While Berns was at RAM, there was a mandate to make six regular beers: a blonde, an amber, a porter, a hefeweizen, an IPA, and a seasonal. In between, he could make the beers that struck his fancy. Now at MORE, which opened in July 2017, he can expand into the current styles, such as New England–style IPAs and pastry stouts, and “focus on what’s popular in brewing right now.”
Still, those years at RAM of turning out pretty basic recipes that needed to be technically perfect each and every time taught Berns the importance of fundamentals, and he credits that repetition and exacting nature with helping MORE’s current popularity.
“There are beers that the locals want to drink, that I want to drink myself,” he says. “And then there are the experimental beers that get new people through the door.” Each new accolade (such as winning best-in-show at the Festival of Wood and Barrel Aged Beer last year), brings new customers, and Berns is keeping up with demand. And, of course, the drumbeat demand is for IPA.
“Everything that we’ve done to this point has been hazy. Once a month, I say we’re going to do a classic East Coast or West Coast IPA with classic hops, such as Centennial or Simcoe, but we haven’t done it. I guess every time I talk about doing it, I’m almost out of the current hazy IPA, and I need to get brewing another one, so it keeps getting pushed to a back burner. These are styles that I respect, but we, like others, have painted ourselves into a corner to produce hazy IPA, and we’ won’t change that.”
He does like the challenge of the hazy IPA, however. There’s so much out there that he tries to pay attention to what’s good, not necessarily what’s different. The brewers who he looks up to, who dominate the style, and who have a good handle on processes and ingredients and flavors, he’ll study to follow their path and not just brew for the sake of brewing.
In the first few months of MORE, while keeping up with the Joneses, Berns tried his hand at quick kettle sours, putting his 10-barrel direct-fire ABS brewhouse through the paces. Of course, he fruited them. And they were a hit, well-liked by customers who asked for more fruit but maybe a different base style.
Berns looked to the American wheat ale, a style that has long been popular in the Midwest, as a canvas for fruit. Where a kettle sour focuses on the acidity and the balance from the fruits could be lost, a wheat ale gives the finished beer an almost smoothie-like character and became an immediate hit with customers.
“I try to make it interesting and add fruits that I don’t usually see together, such as blackberry and mango,” he says, “or things that sound like a match made in heaven, such as raspberry and plum. I’ll look for fruits that complement each other in different ways.” Earlier this summer, he added blueberry and cocoa nibs, along with honey and some cinnamon, to a wheat ale in an attempt to mimic a granola bar.

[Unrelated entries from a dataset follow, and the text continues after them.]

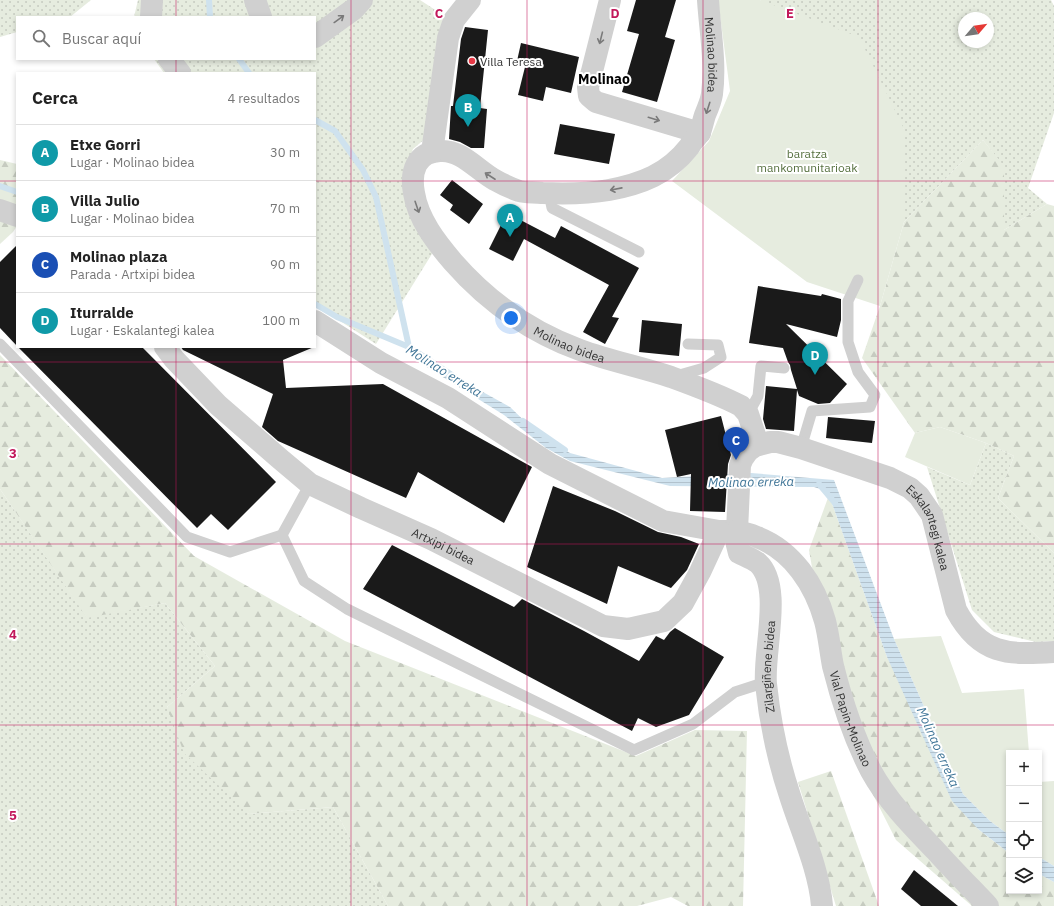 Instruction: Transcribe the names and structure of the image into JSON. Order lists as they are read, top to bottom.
{
  "streets": {
    "street": [
      "Molinao bidea",
      "Eskalantegi kalea",
      "Artxipi bidea",
      "Zilargiñene bidea",
      "Vial Papin-Molinao"
    ]
  },
  "crossings": [
    ["Eskalantegi kalea", "Artxipi bidea"],
    ["Artxipi bidea", "Zilargiñene bidea"],
    ["Artxipi bidea", "Vial Papin-Molinao"],
    ["Zilargiñene bidea", "Vial Papin-Molinao"]
  ],
  "districts": ["Molinao"],
  "water": ["Molinao erreka"],
  "parks": ["baratza mankomunitarioak"],
  "places": ["Villa Teresa"],
  "north": "top right",
  "page": {
    "search": "Buscar aquí",
    "heading": ["Cerca", "4 resultados"],
    "pins": [
      "B",
      "A",
      "D",
      "C"
    ],
    "list": [
      {
        "mark": "A",
        "name": "Etxe Gorri",
        "note": "Lugar · Molinao bidea",
        "value": "30 m"
      },
      {
        "mark": "B",
        "name": "Villa Julio",
        "note": "Lugar · Molinao bidea",
        "value": "70 m"
      },
      {
        "mark": "C",
        "name": "Molinao plaza",
        "note": "Parada · Artxipi bidea",
        "value": "90 m"
      },
      {
        "mark": "D",
        "name": "Iturralde",
        "note": "Lugar · Eskalantegi kalea",
        "value": "100 m"
      }
    ],
    "map_buttons": ["+", "−"]
  },
  "grid": {
    "columns": ["C", "D", "E"],
    "rows": ["3", "4", "5"]
  }
}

He’s not shy about using fruit purees from a farm in Oregon, saying, “They honestly have the best-tasting, ripest fruit ever, and they do add citric acid to preserve it, and they puree it and filter it, and it just works.” He says he’s found the best success adding the purees post fermentation.
“It goes against a lot of the things I learned at Siebel because there’s literally pulp in the beer, but people love it. We can now do a flavor-of-the-week, and because of our size, we can keep up with that.”
At the brewery, the beer is served directly from the bright tanks, but there’s also the Codi canning system that sends fresh beer out into the world. The versatile system, Berns says, gives him freedom on what he wants to release and when.
Spend even just a little time with Berns, and you’ll find a brewer who has one foot planted firmly in the past and one pointed toward the future.
“I won’t forget that the only reason I’m brewing hazy is because I had the privilege of brewing a blonde ale over and over again, getting it dialed in,” he says. “If you can’t brew a basic beer, to be honest, it’s hard to maintain a career long-term. You need to be aware of recipe development, water chemistry, and all the other basics. It’s more complicated than a lot of people realize. The New England–style IPA is particularly tricky and not as straightforward as some people think, and it’s figuring out the complexity that is such a lot of fun.”
He applies the same thought to his barrel aging, noting that each barrel is different, even when they are sourced from the same brands. He’s been aging stouts in Heaven Hill barrels of late and says that the team has been enjoying finding different flavors, from a deep tannic, almost red-wine, flavor in one to vanilla in another.
“There’s a lot that can happen with flavors, but over and over again it keeps coming down to making sure that the base beer is dialed in, doing what we want flavor-wise, and then that can be a canvas for anything else we add, from hops to fruit to barrels.”